В новой квартире он, как всегда, много читал (в семье его матери вообще читали много и быстро — завидная генетическая черта). Вот и в этот мой приход я застал Андрея лежащим на диване с книгой в руках. Он перечитал еще раз всего Достоевского и всего Льва Толстого от корки до корки. Сказал мне, что с Толстым покончено, и поставил том на полку. Что это означало, я не очень понял — может быть, что девятнадцатый век для него пройден и возвращаться к нему он не будет. Но понял я его неправильно. Оказалось, что после «Соляриса» Андрею уже не хотелось снимать ни Достоевского, ни Толстого. На первый план вышло «Зеркало». Однако, судя по дневниковым записям последнего года жизни, ведшимся в больнице, Толстой оставался в числе его любимых писателей. И вообще, не нужно забывать, что уникальный русский, в то время — советский, кинорежиссер жил в русской культуре, а она, как известно, литературоцентрична. И есть какая-то странная арка в его судьбе — он пришел во ВГИК с томом «Войны и мира» под мышкой и уходил из жизни, цитируя в дневнике, даже в предсмертные дни, Льва Толстого…

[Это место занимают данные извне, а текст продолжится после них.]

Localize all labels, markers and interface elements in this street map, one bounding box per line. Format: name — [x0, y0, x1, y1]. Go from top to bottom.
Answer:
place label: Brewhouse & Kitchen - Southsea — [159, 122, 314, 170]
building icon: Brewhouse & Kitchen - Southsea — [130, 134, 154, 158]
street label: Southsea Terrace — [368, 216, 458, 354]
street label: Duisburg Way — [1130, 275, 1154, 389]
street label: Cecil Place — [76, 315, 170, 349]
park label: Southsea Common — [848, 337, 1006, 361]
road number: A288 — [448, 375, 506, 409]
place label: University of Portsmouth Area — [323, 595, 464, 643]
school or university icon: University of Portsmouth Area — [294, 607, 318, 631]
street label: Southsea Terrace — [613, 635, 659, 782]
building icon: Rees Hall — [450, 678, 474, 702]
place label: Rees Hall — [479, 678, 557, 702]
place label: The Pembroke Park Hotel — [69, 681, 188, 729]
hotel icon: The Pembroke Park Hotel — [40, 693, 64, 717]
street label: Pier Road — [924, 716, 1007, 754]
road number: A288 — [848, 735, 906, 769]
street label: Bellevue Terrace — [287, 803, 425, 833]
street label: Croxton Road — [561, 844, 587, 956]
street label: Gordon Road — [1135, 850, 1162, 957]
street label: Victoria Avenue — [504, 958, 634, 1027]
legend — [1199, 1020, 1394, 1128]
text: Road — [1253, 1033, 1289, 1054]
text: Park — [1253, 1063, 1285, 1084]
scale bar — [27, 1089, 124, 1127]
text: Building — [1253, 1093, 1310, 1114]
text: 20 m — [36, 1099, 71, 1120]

Мы разговорились. Андрей недавно прилетел из Парижа. Там он узнал, что многострадальный «Андрей Рублев» по опросу авторитетных кинокритиков вошел в десятку лучших фильмов мира. Ему была приятна такая высокая оценка международной кинообщественности, и глубоко возмущало, что об этом нет ни строчки, ни слова ни в кинопрессе, ни в нашей печати, ни в докладах и отчетах киноруководителей. Более того, сетовал он, на его имя присылают в Госкино много деловых предложений, приглашений на фестивали для работы в жюри, но эти приглашения до него не доходят, сам факт их замалчивается. Иностранцы звонят, ждут ответа. Он объяснить ничего не может. За него объясняется Госкино и нагло врет, что или приглашение пришло слишком поздно и визу не успели оформить, или что Тарковский именно в это время занят. А в действительности он в Москве, свободен и, в сущности, никому не нужен. Это и впрямь не могло не вызывать возмущения, но он уж так к этому привык, что говорил мне об этом тихим, почти кротким голосом. Но то при встрече. А в дневниках ярость клокочет, Андрей проклинает все на свете и чуть ли не матом.
Я пытался вытаскивать из него рассказы о парижских встречах, он уклонялся. Меня это удивляло, я знал, что именитые критики анализировали его фильмы, восхищались, считали крупным художником. У нас после каждой его премьеры тоже появлялись, пусть и редко, какие-то аналитические статьи, причем намеренно противоположных мнений: и похвалят, и поругают. К похвалам он всегда оставался холодным: «Все это хвалебное. Ценят не за то, хвалят не за то. Главного не понимают!» Когда ругали, вот тогда он воодушевлялся, горячился и разносил всех в пух и прах.